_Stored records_
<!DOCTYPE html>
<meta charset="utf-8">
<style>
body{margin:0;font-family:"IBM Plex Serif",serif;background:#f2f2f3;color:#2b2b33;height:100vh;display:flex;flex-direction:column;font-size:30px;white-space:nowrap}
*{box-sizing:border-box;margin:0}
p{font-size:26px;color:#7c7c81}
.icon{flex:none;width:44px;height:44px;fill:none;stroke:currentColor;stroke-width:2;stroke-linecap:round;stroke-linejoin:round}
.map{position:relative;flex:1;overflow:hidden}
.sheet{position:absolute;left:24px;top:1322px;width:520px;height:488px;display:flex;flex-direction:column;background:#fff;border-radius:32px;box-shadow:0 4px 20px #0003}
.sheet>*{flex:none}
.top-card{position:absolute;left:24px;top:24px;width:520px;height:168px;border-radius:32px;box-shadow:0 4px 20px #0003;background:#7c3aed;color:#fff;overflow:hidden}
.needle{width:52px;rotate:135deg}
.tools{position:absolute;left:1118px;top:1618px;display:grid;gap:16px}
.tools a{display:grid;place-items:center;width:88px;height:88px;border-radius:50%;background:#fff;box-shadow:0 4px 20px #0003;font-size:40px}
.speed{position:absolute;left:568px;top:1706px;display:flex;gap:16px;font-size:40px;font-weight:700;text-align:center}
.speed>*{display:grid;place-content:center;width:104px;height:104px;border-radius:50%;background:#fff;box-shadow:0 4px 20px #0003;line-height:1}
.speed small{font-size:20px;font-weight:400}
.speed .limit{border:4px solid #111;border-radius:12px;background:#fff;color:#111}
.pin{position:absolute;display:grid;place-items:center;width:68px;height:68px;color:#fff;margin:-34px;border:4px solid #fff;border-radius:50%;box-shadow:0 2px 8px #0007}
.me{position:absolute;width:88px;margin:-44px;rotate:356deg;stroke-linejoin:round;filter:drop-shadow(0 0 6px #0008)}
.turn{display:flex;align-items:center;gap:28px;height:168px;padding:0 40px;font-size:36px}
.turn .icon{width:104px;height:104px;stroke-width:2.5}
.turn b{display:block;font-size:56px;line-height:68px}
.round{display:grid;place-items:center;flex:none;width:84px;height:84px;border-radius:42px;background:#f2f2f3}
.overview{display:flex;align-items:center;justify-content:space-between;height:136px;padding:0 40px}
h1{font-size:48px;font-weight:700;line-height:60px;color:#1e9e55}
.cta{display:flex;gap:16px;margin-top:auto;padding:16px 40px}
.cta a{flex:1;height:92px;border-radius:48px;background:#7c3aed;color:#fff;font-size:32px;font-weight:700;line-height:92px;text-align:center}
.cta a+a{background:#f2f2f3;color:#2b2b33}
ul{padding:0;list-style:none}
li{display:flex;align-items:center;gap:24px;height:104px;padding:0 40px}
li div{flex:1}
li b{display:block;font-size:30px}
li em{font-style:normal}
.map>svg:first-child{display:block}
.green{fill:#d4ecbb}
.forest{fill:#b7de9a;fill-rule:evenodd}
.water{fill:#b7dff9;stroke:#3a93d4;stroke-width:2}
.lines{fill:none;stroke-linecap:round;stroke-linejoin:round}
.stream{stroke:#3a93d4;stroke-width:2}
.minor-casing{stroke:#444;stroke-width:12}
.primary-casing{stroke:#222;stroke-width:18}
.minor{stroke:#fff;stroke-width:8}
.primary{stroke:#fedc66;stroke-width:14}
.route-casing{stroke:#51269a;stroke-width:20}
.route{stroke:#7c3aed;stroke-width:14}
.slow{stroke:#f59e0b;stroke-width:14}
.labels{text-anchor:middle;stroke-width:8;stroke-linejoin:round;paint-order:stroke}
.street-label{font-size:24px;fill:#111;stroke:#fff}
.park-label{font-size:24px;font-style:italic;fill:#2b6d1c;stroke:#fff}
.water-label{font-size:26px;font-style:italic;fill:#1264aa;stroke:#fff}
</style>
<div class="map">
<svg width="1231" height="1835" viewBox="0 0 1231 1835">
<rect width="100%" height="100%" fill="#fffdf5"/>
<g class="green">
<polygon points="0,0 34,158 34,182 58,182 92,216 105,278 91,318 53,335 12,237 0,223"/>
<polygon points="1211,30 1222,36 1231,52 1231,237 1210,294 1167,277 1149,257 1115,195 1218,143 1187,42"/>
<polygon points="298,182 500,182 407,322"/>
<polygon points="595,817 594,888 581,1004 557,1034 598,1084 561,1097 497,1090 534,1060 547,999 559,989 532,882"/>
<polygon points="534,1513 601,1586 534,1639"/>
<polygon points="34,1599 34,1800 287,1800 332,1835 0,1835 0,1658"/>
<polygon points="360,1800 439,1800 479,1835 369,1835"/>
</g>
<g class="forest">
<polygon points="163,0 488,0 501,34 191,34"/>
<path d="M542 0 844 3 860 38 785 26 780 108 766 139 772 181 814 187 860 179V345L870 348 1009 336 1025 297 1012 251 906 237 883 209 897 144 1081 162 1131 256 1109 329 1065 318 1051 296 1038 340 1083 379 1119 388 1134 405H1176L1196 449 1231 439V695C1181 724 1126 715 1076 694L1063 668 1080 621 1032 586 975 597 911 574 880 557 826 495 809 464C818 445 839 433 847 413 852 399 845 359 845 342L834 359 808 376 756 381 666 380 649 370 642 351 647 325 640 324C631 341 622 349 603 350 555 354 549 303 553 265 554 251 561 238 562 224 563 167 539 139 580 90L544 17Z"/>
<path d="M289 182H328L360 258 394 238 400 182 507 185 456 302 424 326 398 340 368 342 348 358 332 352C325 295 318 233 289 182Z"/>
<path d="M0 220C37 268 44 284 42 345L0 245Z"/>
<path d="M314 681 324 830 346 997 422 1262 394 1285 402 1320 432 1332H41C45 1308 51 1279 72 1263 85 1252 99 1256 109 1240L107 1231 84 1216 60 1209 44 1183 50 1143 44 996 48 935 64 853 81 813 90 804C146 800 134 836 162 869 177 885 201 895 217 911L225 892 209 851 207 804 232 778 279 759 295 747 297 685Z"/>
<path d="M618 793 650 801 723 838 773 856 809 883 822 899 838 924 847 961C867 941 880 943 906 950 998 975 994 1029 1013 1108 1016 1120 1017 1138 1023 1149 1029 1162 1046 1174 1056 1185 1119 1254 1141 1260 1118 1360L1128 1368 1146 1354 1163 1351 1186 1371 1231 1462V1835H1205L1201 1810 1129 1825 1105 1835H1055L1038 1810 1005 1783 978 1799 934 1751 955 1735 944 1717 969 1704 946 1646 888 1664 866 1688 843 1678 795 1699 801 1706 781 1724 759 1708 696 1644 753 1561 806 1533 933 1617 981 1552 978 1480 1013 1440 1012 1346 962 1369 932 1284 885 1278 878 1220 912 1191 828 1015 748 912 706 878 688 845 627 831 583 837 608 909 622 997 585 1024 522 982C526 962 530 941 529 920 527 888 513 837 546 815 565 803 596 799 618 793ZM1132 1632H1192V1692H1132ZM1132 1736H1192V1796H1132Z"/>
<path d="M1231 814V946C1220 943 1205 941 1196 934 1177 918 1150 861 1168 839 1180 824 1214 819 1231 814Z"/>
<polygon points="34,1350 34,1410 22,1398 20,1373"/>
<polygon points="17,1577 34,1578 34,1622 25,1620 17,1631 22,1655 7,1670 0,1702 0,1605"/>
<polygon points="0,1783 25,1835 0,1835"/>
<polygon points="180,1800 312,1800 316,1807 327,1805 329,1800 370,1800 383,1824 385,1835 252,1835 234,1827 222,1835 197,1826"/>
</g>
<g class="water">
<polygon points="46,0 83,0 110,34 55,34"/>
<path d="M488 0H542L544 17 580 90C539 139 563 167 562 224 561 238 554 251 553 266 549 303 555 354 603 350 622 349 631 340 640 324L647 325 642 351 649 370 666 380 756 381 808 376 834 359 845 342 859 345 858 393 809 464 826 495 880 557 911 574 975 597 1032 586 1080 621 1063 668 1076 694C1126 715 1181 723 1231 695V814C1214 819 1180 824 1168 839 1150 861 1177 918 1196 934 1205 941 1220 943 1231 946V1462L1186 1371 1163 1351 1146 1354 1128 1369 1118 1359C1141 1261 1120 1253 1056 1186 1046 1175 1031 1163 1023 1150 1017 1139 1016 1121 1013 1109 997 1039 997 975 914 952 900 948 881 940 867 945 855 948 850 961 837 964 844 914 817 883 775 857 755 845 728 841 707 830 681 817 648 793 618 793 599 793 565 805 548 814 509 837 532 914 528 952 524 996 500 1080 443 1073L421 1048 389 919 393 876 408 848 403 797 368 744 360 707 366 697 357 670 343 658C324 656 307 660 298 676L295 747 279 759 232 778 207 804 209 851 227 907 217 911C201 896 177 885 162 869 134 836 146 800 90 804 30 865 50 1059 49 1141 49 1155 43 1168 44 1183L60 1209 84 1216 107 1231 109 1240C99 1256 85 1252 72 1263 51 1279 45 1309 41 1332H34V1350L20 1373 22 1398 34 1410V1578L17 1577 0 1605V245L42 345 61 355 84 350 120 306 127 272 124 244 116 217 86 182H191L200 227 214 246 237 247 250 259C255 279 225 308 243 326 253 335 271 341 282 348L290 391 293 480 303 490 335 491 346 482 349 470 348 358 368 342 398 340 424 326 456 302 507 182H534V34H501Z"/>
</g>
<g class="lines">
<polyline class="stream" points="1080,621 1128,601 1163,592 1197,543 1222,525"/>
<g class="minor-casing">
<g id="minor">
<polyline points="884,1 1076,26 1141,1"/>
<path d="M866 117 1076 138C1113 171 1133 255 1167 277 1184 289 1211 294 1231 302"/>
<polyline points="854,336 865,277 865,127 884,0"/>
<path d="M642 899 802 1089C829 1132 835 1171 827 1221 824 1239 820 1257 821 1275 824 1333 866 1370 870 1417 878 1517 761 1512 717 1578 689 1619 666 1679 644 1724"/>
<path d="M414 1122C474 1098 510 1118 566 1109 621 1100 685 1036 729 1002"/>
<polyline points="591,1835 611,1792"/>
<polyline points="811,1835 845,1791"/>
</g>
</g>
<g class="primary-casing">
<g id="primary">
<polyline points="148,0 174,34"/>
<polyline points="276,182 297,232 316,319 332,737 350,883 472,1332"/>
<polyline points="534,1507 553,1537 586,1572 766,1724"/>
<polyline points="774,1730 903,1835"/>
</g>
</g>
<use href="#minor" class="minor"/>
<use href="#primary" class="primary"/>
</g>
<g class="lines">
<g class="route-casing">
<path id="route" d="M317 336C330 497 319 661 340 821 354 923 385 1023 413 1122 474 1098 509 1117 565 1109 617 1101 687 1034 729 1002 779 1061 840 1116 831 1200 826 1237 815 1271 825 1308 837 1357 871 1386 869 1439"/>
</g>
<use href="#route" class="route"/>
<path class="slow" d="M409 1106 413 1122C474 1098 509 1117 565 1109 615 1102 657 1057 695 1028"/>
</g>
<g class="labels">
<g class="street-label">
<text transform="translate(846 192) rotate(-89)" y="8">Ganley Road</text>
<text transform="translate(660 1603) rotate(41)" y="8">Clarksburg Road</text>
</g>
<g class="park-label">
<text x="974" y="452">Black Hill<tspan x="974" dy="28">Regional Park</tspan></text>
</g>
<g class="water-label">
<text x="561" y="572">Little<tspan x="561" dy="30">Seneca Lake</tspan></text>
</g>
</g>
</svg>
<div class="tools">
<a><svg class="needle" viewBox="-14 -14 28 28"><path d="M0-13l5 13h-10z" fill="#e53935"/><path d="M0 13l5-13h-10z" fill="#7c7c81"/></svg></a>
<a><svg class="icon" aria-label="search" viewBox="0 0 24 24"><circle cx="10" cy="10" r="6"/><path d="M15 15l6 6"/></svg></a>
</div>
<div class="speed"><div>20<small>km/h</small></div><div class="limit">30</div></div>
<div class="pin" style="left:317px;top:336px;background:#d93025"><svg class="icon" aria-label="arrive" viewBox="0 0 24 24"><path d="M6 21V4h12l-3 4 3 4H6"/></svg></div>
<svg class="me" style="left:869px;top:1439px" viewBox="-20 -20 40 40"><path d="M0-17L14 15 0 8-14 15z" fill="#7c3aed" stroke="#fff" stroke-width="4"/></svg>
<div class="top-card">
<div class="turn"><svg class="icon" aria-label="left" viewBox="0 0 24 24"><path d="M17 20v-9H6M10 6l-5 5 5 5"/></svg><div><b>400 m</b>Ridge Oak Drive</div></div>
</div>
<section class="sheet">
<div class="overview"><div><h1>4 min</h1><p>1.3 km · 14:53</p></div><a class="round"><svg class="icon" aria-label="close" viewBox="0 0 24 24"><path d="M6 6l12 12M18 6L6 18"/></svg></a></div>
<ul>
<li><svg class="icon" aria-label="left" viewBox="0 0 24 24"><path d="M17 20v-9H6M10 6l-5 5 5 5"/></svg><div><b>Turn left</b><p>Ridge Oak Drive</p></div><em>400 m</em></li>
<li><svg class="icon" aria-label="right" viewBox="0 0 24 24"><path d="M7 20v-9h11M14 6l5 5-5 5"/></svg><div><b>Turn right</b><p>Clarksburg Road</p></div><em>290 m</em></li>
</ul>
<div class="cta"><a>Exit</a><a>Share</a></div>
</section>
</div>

_What this task involves_
From the records, copy every line that has the string "space" in it.

_Reply_
body{margin:0;font-family:"IBM Plex Serif",serif;background:#f2f2f3;color:#2b2b33;height:100vh;display:flex;flex-direction:column;font-size:30px;white-space:nowrap}
.overview{display:flex;align-items:center;justify-content:space-between;height:136px;padding:0 40px}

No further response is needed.